Extracted entries
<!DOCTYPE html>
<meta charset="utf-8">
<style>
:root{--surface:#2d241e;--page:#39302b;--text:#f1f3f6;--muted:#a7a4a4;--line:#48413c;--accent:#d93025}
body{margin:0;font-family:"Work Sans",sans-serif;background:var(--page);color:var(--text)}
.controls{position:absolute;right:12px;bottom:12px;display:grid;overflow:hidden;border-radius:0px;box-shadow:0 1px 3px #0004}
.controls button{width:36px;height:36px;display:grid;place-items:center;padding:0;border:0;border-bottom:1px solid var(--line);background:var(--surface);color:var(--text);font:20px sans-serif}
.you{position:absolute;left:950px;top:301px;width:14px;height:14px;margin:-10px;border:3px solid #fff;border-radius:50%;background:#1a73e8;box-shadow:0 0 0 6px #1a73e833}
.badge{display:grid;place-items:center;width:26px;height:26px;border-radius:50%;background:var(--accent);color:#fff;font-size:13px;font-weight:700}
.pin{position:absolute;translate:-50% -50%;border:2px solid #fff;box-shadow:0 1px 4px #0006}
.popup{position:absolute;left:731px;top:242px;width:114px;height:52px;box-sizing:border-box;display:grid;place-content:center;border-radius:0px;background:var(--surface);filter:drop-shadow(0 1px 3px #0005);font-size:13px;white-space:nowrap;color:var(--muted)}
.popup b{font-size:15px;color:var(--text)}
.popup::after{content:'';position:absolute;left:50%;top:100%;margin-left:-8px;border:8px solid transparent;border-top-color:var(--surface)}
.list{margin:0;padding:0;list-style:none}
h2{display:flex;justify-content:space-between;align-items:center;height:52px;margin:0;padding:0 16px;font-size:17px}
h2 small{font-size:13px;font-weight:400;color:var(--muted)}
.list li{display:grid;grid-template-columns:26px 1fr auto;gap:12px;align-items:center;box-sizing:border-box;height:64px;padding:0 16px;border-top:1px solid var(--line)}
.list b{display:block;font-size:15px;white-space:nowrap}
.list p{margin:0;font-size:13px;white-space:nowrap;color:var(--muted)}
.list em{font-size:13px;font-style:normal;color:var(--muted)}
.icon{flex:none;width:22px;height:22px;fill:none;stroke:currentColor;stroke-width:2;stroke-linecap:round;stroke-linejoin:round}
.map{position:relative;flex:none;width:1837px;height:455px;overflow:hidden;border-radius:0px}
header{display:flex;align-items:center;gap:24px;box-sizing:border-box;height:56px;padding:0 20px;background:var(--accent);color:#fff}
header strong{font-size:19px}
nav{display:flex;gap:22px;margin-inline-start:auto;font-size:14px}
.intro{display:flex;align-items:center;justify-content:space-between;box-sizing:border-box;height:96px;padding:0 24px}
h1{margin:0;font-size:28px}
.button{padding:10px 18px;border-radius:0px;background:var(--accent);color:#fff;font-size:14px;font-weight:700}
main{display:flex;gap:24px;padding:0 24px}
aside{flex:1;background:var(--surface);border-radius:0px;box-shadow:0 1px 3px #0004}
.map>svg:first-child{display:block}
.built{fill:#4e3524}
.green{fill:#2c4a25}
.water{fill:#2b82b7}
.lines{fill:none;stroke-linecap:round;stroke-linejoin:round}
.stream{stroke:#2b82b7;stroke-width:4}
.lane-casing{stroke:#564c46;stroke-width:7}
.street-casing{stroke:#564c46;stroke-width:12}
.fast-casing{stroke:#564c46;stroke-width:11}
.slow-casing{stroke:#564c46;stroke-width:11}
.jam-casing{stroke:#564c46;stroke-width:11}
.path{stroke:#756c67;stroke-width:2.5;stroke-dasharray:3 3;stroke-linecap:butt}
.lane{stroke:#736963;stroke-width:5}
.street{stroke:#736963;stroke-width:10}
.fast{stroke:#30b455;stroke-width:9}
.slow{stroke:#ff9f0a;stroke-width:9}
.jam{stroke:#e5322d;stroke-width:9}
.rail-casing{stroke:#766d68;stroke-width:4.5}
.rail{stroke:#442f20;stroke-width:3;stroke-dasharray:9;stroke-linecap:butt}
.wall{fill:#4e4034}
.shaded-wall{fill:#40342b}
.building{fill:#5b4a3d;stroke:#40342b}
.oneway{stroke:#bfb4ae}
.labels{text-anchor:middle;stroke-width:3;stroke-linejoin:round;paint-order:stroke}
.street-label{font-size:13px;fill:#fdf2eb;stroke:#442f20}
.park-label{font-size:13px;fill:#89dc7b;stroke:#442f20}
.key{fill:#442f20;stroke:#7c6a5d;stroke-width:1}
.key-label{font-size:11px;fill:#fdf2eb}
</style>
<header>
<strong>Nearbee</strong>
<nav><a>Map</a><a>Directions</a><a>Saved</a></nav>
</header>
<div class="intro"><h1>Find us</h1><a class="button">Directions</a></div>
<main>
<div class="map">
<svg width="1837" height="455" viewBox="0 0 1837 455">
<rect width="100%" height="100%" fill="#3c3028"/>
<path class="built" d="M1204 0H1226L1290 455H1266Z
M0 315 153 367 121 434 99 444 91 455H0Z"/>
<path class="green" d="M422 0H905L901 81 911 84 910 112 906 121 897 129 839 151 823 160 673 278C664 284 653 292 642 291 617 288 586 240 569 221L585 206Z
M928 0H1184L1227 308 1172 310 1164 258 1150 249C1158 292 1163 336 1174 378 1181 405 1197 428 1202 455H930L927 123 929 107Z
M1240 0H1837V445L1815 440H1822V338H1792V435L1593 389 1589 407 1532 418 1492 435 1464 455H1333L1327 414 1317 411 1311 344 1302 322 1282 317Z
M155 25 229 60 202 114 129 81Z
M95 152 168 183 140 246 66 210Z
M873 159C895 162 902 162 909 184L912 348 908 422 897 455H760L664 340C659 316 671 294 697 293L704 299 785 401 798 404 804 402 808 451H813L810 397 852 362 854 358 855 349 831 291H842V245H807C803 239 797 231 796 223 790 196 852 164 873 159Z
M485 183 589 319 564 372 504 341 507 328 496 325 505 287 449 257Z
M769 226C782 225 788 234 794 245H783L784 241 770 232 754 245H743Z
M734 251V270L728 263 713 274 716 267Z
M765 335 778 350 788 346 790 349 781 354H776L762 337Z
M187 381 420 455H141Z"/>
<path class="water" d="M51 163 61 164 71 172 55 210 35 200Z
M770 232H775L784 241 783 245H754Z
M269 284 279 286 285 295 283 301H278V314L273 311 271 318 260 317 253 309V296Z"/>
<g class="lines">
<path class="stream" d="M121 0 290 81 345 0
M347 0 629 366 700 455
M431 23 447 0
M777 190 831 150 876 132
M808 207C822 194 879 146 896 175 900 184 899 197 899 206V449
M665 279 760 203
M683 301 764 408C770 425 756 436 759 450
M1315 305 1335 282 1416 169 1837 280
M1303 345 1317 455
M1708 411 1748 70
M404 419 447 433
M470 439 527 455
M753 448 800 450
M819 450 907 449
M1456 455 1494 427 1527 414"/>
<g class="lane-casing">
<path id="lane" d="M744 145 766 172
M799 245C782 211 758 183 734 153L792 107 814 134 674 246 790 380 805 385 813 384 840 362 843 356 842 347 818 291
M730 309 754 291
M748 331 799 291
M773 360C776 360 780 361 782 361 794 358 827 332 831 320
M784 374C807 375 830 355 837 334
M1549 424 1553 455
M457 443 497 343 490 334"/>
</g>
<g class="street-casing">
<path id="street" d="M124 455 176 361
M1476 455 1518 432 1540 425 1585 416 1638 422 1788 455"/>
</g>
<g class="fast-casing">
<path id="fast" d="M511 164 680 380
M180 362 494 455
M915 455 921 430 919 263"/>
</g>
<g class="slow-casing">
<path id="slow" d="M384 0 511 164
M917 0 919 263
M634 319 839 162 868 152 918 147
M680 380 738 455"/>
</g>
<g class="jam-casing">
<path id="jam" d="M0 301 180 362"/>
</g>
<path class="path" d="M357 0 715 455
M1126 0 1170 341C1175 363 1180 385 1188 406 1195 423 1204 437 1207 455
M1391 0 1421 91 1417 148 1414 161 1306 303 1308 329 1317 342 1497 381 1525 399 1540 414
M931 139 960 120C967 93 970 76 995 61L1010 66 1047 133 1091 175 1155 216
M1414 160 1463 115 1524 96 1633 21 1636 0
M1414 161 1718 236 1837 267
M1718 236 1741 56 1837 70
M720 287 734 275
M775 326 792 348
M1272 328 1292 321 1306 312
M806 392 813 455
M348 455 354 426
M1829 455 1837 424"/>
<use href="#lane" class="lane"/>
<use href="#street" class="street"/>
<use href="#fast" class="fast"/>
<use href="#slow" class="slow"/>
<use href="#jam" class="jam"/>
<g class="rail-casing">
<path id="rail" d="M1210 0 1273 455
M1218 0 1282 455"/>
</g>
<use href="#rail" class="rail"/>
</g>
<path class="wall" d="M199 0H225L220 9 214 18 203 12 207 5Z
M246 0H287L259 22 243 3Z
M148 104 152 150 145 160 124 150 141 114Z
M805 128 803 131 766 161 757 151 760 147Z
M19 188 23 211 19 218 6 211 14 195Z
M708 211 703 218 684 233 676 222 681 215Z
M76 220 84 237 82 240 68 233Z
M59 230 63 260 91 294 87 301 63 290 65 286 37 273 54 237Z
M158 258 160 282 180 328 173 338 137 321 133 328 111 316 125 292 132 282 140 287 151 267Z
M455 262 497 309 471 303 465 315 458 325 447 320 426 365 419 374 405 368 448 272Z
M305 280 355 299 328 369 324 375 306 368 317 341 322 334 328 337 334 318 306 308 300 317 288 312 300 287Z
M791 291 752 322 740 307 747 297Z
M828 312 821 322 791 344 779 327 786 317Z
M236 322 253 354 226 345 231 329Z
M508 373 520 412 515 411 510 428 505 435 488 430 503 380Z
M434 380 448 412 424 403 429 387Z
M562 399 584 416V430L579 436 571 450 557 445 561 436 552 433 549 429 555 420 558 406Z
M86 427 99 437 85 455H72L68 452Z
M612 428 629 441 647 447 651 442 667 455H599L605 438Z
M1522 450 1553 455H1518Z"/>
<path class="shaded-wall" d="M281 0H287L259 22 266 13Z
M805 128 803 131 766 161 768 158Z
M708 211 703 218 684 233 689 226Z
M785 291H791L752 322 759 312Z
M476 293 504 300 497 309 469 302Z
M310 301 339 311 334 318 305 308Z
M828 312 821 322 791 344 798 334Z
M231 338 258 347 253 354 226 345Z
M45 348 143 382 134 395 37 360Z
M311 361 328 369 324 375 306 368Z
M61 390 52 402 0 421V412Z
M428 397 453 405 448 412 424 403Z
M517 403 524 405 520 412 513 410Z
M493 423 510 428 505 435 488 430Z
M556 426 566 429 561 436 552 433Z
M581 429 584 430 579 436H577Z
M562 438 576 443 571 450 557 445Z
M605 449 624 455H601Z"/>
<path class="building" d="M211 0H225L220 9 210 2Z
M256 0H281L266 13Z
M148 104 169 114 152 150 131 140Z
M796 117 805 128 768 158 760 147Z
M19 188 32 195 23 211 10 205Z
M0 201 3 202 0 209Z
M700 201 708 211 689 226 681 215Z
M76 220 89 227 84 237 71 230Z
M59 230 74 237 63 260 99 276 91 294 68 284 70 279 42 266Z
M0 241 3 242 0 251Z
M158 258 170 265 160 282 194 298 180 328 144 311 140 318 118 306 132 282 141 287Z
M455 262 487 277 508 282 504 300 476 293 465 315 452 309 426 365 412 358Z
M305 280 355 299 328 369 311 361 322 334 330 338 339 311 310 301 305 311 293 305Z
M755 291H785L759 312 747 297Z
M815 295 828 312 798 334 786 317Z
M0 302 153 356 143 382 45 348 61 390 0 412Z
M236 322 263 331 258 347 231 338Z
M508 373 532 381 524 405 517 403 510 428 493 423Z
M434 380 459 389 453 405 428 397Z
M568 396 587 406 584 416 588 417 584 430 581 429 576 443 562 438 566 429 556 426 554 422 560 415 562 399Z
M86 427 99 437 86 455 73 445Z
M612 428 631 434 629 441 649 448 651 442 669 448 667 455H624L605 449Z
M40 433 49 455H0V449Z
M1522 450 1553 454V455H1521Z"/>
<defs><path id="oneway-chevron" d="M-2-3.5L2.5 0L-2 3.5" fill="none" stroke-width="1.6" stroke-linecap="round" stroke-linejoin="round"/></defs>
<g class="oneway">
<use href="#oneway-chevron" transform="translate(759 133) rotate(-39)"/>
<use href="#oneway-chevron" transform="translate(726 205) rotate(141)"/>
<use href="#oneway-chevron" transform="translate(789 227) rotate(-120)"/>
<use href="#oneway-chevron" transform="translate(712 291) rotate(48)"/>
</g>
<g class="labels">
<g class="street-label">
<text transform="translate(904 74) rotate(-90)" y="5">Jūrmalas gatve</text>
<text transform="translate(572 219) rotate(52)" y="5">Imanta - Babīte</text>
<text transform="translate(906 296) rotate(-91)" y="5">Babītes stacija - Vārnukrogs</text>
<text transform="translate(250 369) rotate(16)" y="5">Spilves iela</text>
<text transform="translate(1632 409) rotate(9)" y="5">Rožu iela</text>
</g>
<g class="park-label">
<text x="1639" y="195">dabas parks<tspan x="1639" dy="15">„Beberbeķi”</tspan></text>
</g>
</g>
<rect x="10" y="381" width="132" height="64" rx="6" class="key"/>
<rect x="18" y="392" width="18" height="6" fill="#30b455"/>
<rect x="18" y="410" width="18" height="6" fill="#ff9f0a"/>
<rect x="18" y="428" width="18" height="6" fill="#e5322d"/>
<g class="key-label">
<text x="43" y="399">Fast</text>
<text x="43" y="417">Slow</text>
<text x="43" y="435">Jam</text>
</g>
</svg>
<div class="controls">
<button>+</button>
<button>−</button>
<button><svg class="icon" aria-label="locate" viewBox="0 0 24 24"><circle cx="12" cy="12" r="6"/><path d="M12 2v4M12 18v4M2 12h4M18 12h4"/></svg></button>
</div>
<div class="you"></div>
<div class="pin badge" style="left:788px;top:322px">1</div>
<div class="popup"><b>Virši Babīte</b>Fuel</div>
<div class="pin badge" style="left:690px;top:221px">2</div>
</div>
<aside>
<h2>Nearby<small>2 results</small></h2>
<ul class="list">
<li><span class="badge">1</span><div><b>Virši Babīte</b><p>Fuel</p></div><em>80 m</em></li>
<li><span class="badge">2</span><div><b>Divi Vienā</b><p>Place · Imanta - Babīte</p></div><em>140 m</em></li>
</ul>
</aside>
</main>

Task goal
Take the lines above from the one containing "solid #fff;border-radius:50%;background:#1a73e8;box-shadow:0 0" to the one containing "-50%;border:2px solid #fff;box-shadow:0" and retype them exactly, both ends included, with nothing added.

Reply
.you{position:absolute;left:950px;top:301px;width:14px;height:14px;margin:-10px;border:3px solid #fff;border-radius:50%;background:#1a73e8;box-shadow:0 0 0 6px #1a73e833}
.badge{display:grid;place-items:center;width:26px;height:26px;border-radius:50%;background:var(--accent);color:#fff;font-size:13px;font-weight:700}
.pin{position:absolute;translate:-50% -50%;border:2px solid #fff;box-shadow:0 1px 4px #0006}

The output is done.